Changes in Portuguese policy

The Portuguese governor João Maria Ferreira do Amaral had adopted a confrontational stance towards the Chinese, as displayed in the earlier revolt of the faitiões (October 1846). In early 1849 he proposed to extend a road from the walls of the city to the Chinese border. This required the relocation of some Chinese graves. Further, he ordered Chinese residents within the walls to pay taxes to the Portuguese authorities and no longer to the imperial mandarins.[2]

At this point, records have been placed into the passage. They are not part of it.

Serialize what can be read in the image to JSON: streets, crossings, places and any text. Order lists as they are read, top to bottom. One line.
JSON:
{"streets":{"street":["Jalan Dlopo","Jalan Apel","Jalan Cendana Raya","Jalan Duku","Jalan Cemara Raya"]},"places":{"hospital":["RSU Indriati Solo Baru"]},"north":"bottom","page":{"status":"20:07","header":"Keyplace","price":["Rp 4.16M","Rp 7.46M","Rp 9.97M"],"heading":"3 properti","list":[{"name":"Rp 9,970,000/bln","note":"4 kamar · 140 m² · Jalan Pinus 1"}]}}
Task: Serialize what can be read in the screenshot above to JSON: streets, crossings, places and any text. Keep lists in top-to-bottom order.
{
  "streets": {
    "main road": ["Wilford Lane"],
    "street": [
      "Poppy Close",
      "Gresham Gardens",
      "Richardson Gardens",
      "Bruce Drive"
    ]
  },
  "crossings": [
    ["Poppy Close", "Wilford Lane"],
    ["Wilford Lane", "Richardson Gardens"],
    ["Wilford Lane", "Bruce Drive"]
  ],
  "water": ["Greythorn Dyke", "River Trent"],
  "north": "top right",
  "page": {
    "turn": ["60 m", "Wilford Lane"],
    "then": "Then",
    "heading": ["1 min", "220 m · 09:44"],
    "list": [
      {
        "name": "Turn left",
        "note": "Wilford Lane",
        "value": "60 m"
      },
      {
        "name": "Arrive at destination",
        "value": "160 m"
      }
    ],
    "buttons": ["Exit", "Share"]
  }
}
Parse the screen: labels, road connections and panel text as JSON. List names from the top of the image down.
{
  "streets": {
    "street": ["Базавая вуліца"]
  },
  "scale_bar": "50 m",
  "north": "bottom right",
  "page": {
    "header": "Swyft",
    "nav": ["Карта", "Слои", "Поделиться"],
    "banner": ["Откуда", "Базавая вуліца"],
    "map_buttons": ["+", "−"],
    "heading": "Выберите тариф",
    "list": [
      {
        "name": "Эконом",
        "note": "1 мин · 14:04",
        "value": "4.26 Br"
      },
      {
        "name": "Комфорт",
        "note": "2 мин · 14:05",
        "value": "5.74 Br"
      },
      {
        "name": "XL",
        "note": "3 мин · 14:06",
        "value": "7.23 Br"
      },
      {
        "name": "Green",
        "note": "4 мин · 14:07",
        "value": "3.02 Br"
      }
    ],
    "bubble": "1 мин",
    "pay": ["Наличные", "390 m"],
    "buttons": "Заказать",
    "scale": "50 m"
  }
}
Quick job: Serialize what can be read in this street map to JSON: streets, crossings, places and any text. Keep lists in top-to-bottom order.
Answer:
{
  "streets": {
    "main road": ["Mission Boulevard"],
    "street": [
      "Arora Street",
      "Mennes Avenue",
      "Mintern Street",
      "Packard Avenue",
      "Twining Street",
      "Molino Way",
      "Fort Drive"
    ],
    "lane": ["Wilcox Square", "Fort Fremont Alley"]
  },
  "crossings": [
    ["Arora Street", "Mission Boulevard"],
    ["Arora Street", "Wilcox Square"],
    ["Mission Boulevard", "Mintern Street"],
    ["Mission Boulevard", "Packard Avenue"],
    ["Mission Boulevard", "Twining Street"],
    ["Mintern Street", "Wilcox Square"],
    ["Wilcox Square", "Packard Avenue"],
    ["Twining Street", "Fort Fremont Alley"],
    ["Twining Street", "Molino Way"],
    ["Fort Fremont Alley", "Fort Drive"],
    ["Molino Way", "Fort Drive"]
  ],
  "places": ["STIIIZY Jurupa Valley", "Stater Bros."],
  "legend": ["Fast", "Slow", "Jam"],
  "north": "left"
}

Amaral also placed stricter controls on the lorcha traffic and tried to stop the mandarins from collecting customary dues from the Tanka people who lived on boats in the harbour, since Macau was a free port. The mandarins retained two customs houses,[lower-alpha 2] one at the Inner Harbour (Praia Pequena) and one at the Outer Harbour (Praia Grande). They refused to close them at Amaral's request, so on 5 March he proclaimed them closed. The mandarins still did not budge and, on 13 March, they were forcibly expelled. Amaral informed the mandarins of Zhongshan that if they ever visited Macau they would be received as foreign dignitaries.[3]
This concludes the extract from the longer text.